◆ **Work order**
Collect every line below that contains the word "Sedef".

◆ **Records for processing**

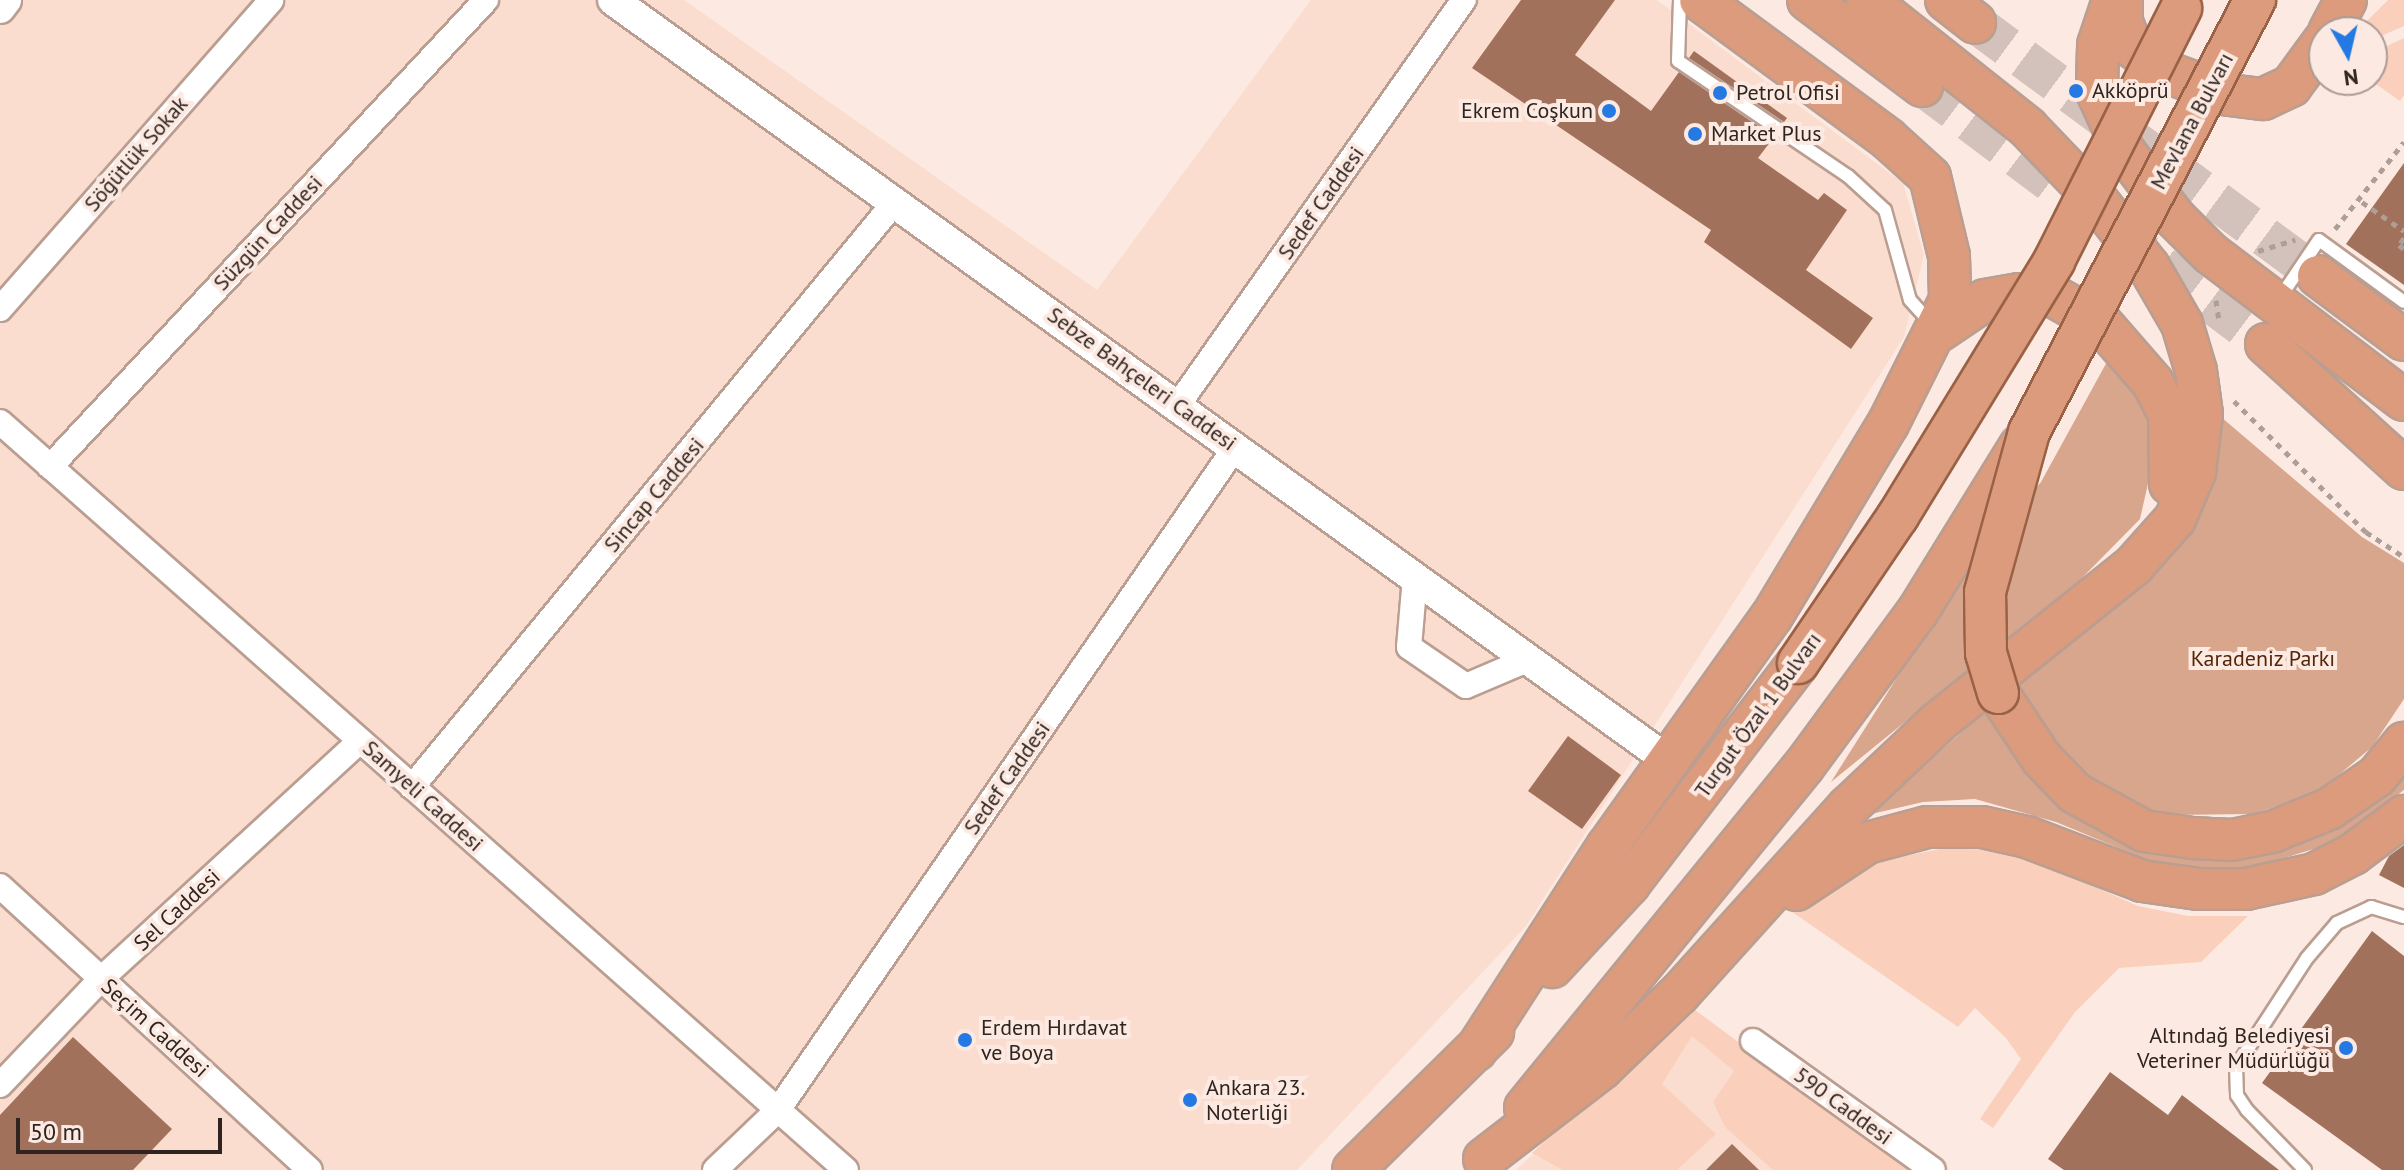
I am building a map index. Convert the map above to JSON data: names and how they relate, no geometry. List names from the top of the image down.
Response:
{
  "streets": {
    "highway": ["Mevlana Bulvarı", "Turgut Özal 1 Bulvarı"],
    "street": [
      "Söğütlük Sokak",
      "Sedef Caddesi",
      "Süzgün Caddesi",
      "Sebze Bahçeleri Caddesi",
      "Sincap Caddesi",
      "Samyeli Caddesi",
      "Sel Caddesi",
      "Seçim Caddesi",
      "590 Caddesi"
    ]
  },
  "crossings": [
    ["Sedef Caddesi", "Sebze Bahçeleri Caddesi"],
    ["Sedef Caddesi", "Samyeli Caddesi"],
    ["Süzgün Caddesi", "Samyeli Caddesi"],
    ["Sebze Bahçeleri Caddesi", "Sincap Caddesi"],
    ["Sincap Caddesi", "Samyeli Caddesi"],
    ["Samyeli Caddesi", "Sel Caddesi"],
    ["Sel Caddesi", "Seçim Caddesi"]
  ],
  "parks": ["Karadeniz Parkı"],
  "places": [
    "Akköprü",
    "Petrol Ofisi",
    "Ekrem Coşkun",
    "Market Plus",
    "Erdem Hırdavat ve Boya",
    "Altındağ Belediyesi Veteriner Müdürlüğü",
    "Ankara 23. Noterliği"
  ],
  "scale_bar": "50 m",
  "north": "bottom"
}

◆ **Task solution**
      "Sedef Caddesi",
    ["Sedef Caddesi", "Sebze Bahçeleri Caddesi"],
    ["Sedef Caddesi", "Samyeli Caddesi"],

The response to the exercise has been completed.